Proposition de Trump sur Gaza: une « menace pour la Jordanie », selon des analystes
Le roi Abdallah II a rejeté le projet et doit rencontrer Trump la semaine prochaine ; l'Egypte a déjà mis en garde contre un "déplacement forcé" vers le Sinaï

La proposition du président américain Donald Trump d’envoyer les Palestiniens de Gaza vers l’Egypte et la Jordanie est « hostile », menace la « sécurité » des deux alliés de Washington et vise à « liquider la cause palestinienne », estiment des analystes jordaniens.
Donald Trump a évoqué samedi l’idée d’un plan visant à « faire le ménage » dans la bande de Gaza, disant vouloir envoyer les Palestiniens de ce petit territoire palestinien vers l’Egypte et la Jordanie pour obtenir la paix.
Comparant à un « site de démolition » la bande de Gaza dévastée par 15 mois de guerre entre Israël et le groupe terroriste islamiste palestinien du Hamas, il a dit avoir parlé de la situation au roi Abdallah II de Jordanie, ajoutant qu’il allait faire de même dimanche avec le président égyptien Abdel Fattah al-Sissi.
Selon lui, un « ménage » devrait être fait parmi la population. « Je préférerais m’impliquer avec certaines nations arabes et construire des logements à un autre endroit où ils pourraient peut-être vivre en paix pour une fois », a ajouté le président américain, suggérant un déplacement « temporaire ou à long terme ».
« C’est une position hostile de la nouvelle administration américaine envers les Palestiniens d’abord, puis envers la Jordanie et l’Egypte », dit à l’AFP Oraib Rantawi, directeur du Centre d’études politiques d’al-Qods à Amman, y voyant « une menace pour la sécurité et la stabilité » des deux pays voisins d’Israël.
La Jordanie, qui accueille 2,3 millions de réfugiés palestiniens, a maintes fois exprimé son rejet de tout projet visant à en faire une « patrie alternative ».

La proposition de Trump intervient après le gel de l’aide étrangère des Etats-Unis, à l’exception de celle destinée à l’Egypte et à Israël.
« Liquider la cause palestinienne »
M. Rantawi estime qu’il s’agit d’un « message de pression à Amman » et d’un « cadeau empoisonné » pour Le Caire.

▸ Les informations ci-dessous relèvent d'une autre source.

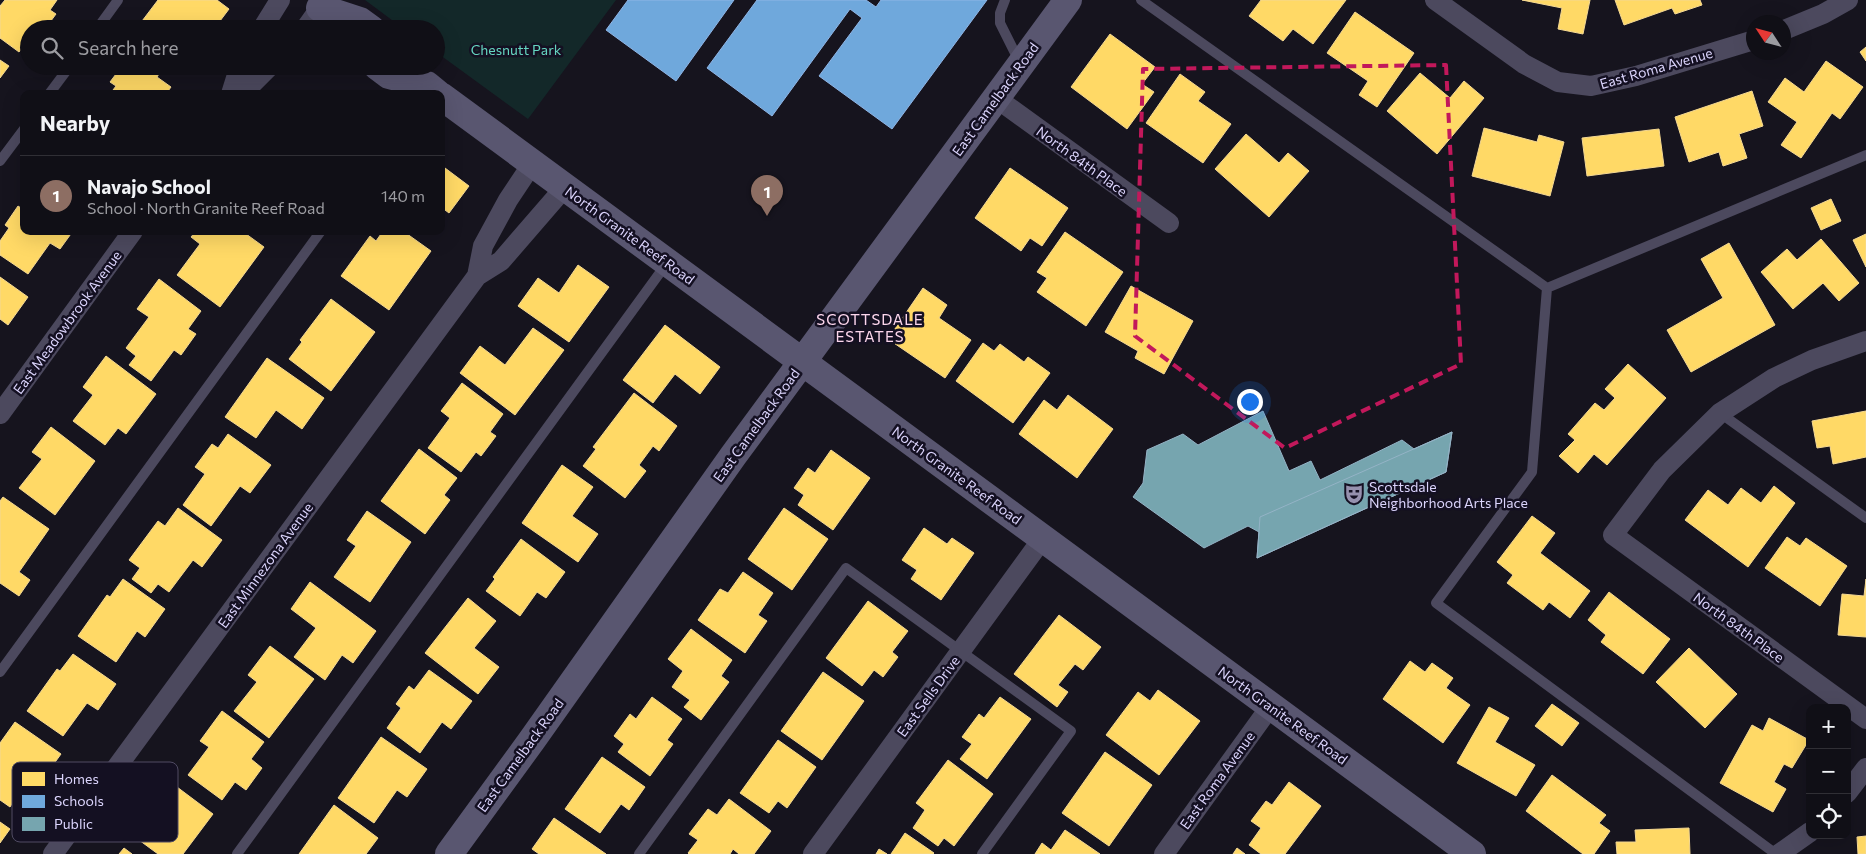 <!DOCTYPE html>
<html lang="en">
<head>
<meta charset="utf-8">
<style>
	body { margin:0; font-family:Commissioner,sans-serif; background:#19181f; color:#f1f3f6 }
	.controls { position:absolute; right:15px; bottom:15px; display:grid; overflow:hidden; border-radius:10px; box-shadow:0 5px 20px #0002 }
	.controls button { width:45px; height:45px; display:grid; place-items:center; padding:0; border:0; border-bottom:1px solid #302f35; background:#100f16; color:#f1f3f6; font:25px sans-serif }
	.compass { position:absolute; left:1746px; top:15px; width:45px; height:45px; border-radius:50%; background:#100f16; box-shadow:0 5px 20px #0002; rotate:306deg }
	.you { position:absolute; left:1249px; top:401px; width:18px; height:18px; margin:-12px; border:4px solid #fff; border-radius:50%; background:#1a73e8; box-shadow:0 0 0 8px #1a73e833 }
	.badge { display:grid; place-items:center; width:32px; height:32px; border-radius:50%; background:#8c9099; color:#fff; font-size:16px; font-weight:700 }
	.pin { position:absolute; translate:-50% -41px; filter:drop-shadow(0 1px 2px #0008) }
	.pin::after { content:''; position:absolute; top:26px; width:18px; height:15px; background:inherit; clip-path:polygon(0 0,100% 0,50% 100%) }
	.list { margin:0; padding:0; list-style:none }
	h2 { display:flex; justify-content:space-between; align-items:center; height:65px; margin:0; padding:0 20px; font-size:21px }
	h2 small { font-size:16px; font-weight:400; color:#9c9ca1 }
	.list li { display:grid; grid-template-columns:32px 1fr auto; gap:15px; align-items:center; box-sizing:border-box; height:80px; padding:0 20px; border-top:1px solid #302f35 }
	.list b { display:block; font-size:19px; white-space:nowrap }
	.list p { margin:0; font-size:16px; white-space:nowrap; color:#9c9ca1 }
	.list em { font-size:16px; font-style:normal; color:#9c9ca1 }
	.icon { flex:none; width:28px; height:28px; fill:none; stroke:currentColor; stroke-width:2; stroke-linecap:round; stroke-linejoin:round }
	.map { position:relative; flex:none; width:1866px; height:854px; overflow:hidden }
	.search { position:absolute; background:#100f16; box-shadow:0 5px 20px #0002; left:20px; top:20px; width:425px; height:55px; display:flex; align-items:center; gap:12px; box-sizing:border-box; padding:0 18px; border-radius:28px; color:#9c9ca1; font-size:19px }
	.panel { position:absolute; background:#100f16; box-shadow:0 5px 20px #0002; left:20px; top:90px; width:425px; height:145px; border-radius:10px }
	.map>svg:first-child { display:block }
	.green { fill:#132829 }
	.homes { fill:#ffd966; stroke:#f4d893 }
	.schools { fill:#6fa8dc; stroke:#8fb5e6 }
	.public { fill:#76a5af; stroke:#94b3c6 }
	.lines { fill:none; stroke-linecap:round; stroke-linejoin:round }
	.lane { stroke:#4c495e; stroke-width:10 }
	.street { stroke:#4c495e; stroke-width:20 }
	.secondary { stroke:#595670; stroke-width:28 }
	.marked { fill:none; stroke:#c2185b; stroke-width:4; stroke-dasharray:10 6; stroke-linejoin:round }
	.labels { text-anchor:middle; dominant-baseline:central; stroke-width:5; stroke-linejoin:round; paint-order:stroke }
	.park-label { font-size:14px; fill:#65d6c1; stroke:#141022 }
	.street-label { font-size:14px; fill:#dbd4fc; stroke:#141022 }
	.poi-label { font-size:14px; fill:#dbd4fc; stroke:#141022; text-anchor:start }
	.neighbourhood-label { font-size:15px; letter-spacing:1px; fill:#fcd6ec; stroke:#141022 }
	.key { fill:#141022; stroke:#504b63; stroke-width:1 }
	.key-label { font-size:14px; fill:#dbd4fc }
</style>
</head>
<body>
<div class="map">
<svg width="1866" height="854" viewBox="0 0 1866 854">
	<rect width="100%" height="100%" fill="#16141e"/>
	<path class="green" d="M365 0H616L528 119 436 52V29H404Z"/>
	<path class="homes" d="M5 0H57L50 10 56 14 45 29H29V39L19 52 0 38V6Z
		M158 0H217L229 9 214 29H136Z
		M1261 0H1346L1313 44 1293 29 1283 41 1249 16Z
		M1522 0H1590L1583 34 1558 29 1562 8Z
		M1615 0H1700L1702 5 1675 14 1672 8 1624 25Z
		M1355 12 1414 53 1377 107 1359 95 1368 81 1327 53Z
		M1110 34 1155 67 1142 84 1154 92 1127 129 1071 87Z
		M1866 47V61L1860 52Z
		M0 60 9 66 0 78Z
		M1826 61 1863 87 1840 119 1832 113 1801 158 1781 145 1797 122 1768 102 1785 78 1804 92Z
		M122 66 130 68 132 66H164L157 77 171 87 166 94H110L116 86 110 82Z
		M1420 73 1450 98 1464 81 1484 98 1437 154 1387 111Z
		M1180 74 1205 92 1198 101 1231 124 1203 163 1146 123Z
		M1752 91 1763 126 1739 134 1747 158 1723 166 1719 152 1689 162 1675 117Z
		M1484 128 1537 142 1539 135 1564 142 1550 196 1472 176Z
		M1659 129 1664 166 1587 176 1582 138Z
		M1246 134 1279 163 1288 153 1309 171 1269 217 1215 169Z
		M441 165 469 186 449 213 441 207Z
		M1010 168 1068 208 1042 246 1030 238 1021 251 975 218Z
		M1831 199 1841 221 1821 230 1811 208Z
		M18 206 24 210V231H73L60 249 50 243 28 274 0 255V241L9 228 5 225Z
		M196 231H242L264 247 220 307 177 275 200 244 191 237Z
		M383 231H403L431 251 389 310 341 276 370 236 376 241Z
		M1065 232 1123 272 1086 326 1037 292 1047 278 1037 272Z
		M1866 234V267L1853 240Z
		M1821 239 1859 283 1839 301 1823 283 1793 309 1761 272 1787 249 1797 260Z
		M1729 243 1775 325 1691 372 1667 330 1723 298 1701 259Z
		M578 265 609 287 569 342 518 306 538 278 559 293Z
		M0 277 28 297 8 325 0 319Z
		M159 279 201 311 188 329 196 334 181 355 174 350 151 381 129 365 136 356 126 348 149 317 137 309Z
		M1131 286 1193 321 1164 374 1135 358 1138 351 1105 332Z
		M923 288 947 305 939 318 971 340 945 378 888 339Z
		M331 299 375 332 331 391 289 359 302 342 300 340Z
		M665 325 720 367 700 394 675 374 653 403 623 380Z
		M533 328 564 350 515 415 460 373 480 346 505 365Z
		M983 343 994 351 1000 344 1024 362 1028 357 1050 373 1013 423 956 381Z
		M106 356 156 394 126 434 118 428 105 445 73 421 93 395 83 387Z
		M267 358 324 398 302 429 276 410 256 438 225 417Z
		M1628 364 1666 398 1607 465 1594 454 1578 473 1559 456 1575 440 1568 434 1595 403 1604 410 1615 398 1605 389Z
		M462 383 503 414 490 432 496 436 481 456 476 452 461 472 428 448 450 418 441 411Z
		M634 393 677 426 659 451 653 446 639 465 646 471 625 498 583 466 596 449 593 447Z
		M1068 395 1113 429 1077 478 1019 434 1044 400 1057 410Z
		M1866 411V457L1833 464 1830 446 1817 448 1812 421Z
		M51 427 95 461 55 515 19 488 42 459 32 452Z
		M228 434 271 465 250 493 240 486 211 526 183 505 205 474 195 467 212 444 218 448Z
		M419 449 457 478 444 495 450 500 425 534 381 501Z
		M831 450 870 478 833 530 798 505 804 495 794 488 808 468 815 473Z
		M562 465 593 487 572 516 598 534 578 562 522 523Z
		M1774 486 1795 503 1748 567 1685 520 1708 490 1728 505 1741 488 1761 503Z
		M3 497 49 529 19 572 30 580 19 596 0 583V501Z
		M178 508 222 540 202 567 193 560 169 592 158 584 151 593 132 579 140 568 129 560 158 521 165 526Z
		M784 508 828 539 792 590 748 559Z
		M367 511 411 542 370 602 334 577 356 546 347 540Z
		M1532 516 1555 533 1540 553 1590 591 1570 618 1549 602 1543 610 1507 583 1513 575 1497 562Z
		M924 528 947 544 952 538 974 553 941 600 911 579 917 570 902 560Z
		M1787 537 1800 546 1806 538 1847 566 1820 606 1765 568Z
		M521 539 565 572 546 598 537 592 520 616 486 591 495 579 493 577Z
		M743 572 773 593 758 615 767 621 745 653 698 620 720 589 728 593Z
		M123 579 165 609 145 637 137 631 116 662 78 636 107 595 110 597Z
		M1866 579V637L1838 635 1842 594 1864 596Z
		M310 582 376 631 353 663 342 655 325 680 294 657 316 628 291 609Z
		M1609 592 1670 639 1643 674 1601 642 1606 635 1588 620Z
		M468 598 496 621 474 648 499 667 478 694 425 653Z
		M868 601 908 631 892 652 898 657 883 677 874 670 862 686 826 658Z
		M1059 615 1101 647 1083 670 1075 664 1058 685 1068 692 1057 707 1014 674Z
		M691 629 732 660 721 676 729 682 701 720 684 707 690 700 672 687 683 671 668 659Z
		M270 646 314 679 269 738 234 711 257 682 248 675Z
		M1689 648 1737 694 1705 728 1656 682Z
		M73 654 116 684 98 710 87 703 63 736 27 711 57 669 60 671Z
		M1410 661 1425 672 1432 663 1453 678 1446 688 1470 705 1443 743 1383 699Z
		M429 670 472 701 451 729 442 722 420 753 387 728 401 708 396 704 409 686 414 690Z
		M823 672 864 701 822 760 781 731Z
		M1158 690 1200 721 1159 775 1106 735 1138 692 1150 701Z
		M652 697 682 719 667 740 673 744 650 776 618 752 624 744 614 736 630 714 636 719Z
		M1000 697 1031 719 987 779 960 759 972 744 962 737 979 714 984 718Z
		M1552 704 1579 723 1562 746 1535 726Z
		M1489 707 1509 718 1495 742 1535 765 1516 796 1457 763Z
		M222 711 264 742 251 759 262 768 246 790 235 782 222 800 188 775 209 747 200 741Z
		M1769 718 1809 740 1792 768 1784 764 1774 782 1786 789 1773 812 1720 783 1752 725 1763 731Z
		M15 722 61 754 40 783 31 776 10 807 0 800V743Z
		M381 737 427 769 407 797 397 790 374 823 338 798Z
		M778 740 816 767 787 808 778 801 769 813 740 793Z
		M1105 752 1152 785 1109 846 1062 813Z
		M602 757 645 787 629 810 621 804 600 833 565 809Z
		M948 760 993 794 954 846 944 838 938 846 913 828 925 810 916 803Z
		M1552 775 1606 815 1599 823 1610 831 1594 854H1583L1526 811Z
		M169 781 213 814 183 854H158L139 840 157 817 147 810Z
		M1289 782 1321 806 1285 854H1261L1249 845 1261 828 1251 821 1266 801 1272 805Z
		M729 799 771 831 754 854H739L733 849 730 854H689L688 853 698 840 689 834 708 809 717 815Z
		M334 805 378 838 366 854H299Z
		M554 818 606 854H539L532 849Z
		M0 822 10 829 0 843Z
		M1689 828 1690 854H1617L1616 842H1636L1635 830Z
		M1065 830 1100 854H1035L1042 843 1051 850Z
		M905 833 934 853 933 854H891Z
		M1866 836V854H1858L1857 837Z
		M124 848 132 854H119Z
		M1237 848 1245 854H1233Z
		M879 849 887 854H876Z"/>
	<path class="schools" d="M628 0H734L676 81 606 30Z
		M757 0H866L876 7 881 0H987L892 129 819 76 862 18 850 9 772 116 707 68Z"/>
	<path class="public" d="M1263 411 1289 471 1311 461 1320 480 1402 440 1414 449 1452 432 1446 472 1257 558 1259 532 1248 526 1204 548 1133 497 1143 483 1147 450 1183 434 1198 445Z
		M1452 432 1446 472 1257 558 1260 517Z"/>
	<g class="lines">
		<path class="lane" d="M1005 0 1000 13V23L1019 61
			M1141 0 1547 288 1866 155
			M97 29 118 0
			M49 94 70 66
			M0 161 24 129
			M1547 288 1532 472 1436 603 1776 854
			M1720 413 1866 518
			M0 672 321 231
			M237 854 667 263
			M639 854 846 568 1071 731 982 854"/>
		<path class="street" d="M1435 0 1524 64 1558 82 1591 86 1636 76 1754 40
			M262 29 280 0
			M305 29 320 8
			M1784 30 1823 14 1848 0
			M231 94 236 78 242 66
			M238 94 249 87 270 66
			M996 98 1169 223
			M477 276 483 246 508 200 532 164
			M1866 341 1812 360 1774 378 1720 413 1662 470 1613 535 1866 719
			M0 414 133 231
			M1847 793 1866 768
			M53 854 477 276 501 261 565 187
			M813 854 1043 538
			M1164 854 1270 707
			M1779 854 1810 832"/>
		<path class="secondary" d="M320 8 360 21 371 29
			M377 66 389 75 427 85 438 94
			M441 96 1472 854
			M449 854 532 740 733 456 1068 0"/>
	</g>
	<path class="marked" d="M1446 65 1461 364 1285 448 1135 336 1143 69Z"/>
	<defs>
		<symbol id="theatre-bare" viewBox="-9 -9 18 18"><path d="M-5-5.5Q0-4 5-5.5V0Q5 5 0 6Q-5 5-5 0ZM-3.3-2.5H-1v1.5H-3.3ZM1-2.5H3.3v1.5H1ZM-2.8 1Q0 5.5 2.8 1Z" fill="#9691ae" stroke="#141022" stroke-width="2.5" paint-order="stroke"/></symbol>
	</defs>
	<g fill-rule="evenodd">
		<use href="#theatre-bare" x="1340" y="480" width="28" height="28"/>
	</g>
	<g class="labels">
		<g class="park-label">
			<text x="516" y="49">Chesnutt Park</text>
		</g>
		<g class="street-label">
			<text transform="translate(1656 68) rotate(-16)">East Roma Avenue</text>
			<text transform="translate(995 99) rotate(-54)">East Camelback Road</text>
			<text transform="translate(1082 161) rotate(36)">North 84th Place</text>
			<text transform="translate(630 235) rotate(36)">North Granite Reef Road</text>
			<text transform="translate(67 322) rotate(-54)">East Meadowbrook Avenue</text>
			<text transform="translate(756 425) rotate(-54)">East Camelback Road</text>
			<text transform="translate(957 475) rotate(36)">North Granite Reef Road</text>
			<text transform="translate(265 565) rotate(-54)">East Minnezona Avenue</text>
			<text transform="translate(1739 627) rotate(36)">North 84th Place</text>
			<text transform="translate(928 696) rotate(-54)">East Sells Drive</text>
			<text transform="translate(1283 715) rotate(36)">North Granite Reef Road</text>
			<text transform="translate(520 755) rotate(-54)">East Camelback Road</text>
			<text transform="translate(1217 780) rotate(-54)">East Roma Avenue</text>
		</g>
		<g class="poi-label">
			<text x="1369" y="486">Scottsdale<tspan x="1369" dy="16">Neighborhood Arts Place</tspan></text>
		</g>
		<g class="neighbourhood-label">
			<text x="870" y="319">SCOTTSDALE<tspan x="870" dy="17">ESTATES</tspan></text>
		</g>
	</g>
	<rect x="12" y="762" width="166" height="80" rx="8" class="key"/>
	<rect x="22" y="772" width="23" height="14" fill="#ffd966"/>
	<rect x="22" y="795" width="23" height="13" fill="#6fa8dc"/>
	<rect x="22" y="817" width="23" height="14" fill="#76a5af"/>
	<g class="key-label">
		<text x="54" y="784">Homes</text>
		<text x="54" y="806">Schools</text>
		<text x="54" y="829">Public</text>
	</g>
</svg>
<div class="controls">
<button>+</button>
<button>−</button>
<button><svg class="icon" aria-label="locate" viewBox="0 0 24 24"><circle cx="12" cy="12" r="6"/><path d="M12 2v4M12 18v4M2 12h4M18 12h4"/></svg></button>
</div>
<svg class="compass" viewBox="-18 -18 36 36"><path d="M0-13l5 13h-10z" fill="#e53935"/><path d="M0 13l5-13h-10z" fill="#9c9ca1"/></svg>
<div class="you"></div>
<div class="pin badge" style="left:767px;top:216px;background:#8d6e63">1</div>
<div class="search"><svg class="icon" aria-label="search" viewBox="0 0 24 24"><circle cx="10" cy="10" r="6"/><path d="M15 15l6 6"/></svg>Search here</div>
<section class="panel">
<h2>Nearby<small></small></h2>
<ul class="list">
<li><span class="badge" style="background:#8d6e63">1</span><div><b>Navajo School</b><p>School · North Granite Reef Road</p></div><em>140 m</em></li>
</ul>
</section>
</div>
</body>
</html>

Selon lui, un tel plan serait une étape vers un déplacement plus large des Palestiniens, en particulier de Cisjordanie, vers la Jordanie, et viserait à « liquider la cause palestinienne aux dépens des pays arabes ».
L’écrivain et analyste politique jordanien Adel Mahmoud qualifie pour sa part la proposition du président américain d' »irréaliste », faite « sous couvert humanitaire », y voyant le reflet de « la position de l’extrême droite israélienne ». Or, « la Jordanie et l’Egypte ne l’accepteront pas ».
M. Rantawi rappelle qu’une initiative similaire avait déjà été avancée par l’ex-secrétaire d’Etat américain, Antony Blinken, lors d’une tournée dans la région, mais avait été rejetée aussi bien par les Palestiniens, que par les Jordaniens et les Egyptiens.

« Selon notre expérience des 70 à 80 années du conflit israélo-palestinien, toute mesure temporaire adoptée par Israël finit par devenir permanente », affirme-t-il.
Le député Saleh al-Armouti, membre du parti Front d’action islamique, principal parti d’opposition, qualifie la proposition de Trump de « violation de la souveraineté de la Jordanie » et de « déclaration de guerre ». Il rappelle que le roi Abdallah II avait tracé des « lignes rouges » : « pas de judaïsation de Jérusalem, pas de réinstallation des Palestiniens et pas de patrie alternative ».
L’Egypte a déjà mis en garde contre un « déplacement forcé » vers le Sinaï. Pour Amman, « la Jordanie est pour les Jordaniens et la Palestine pour les Palestiniens ».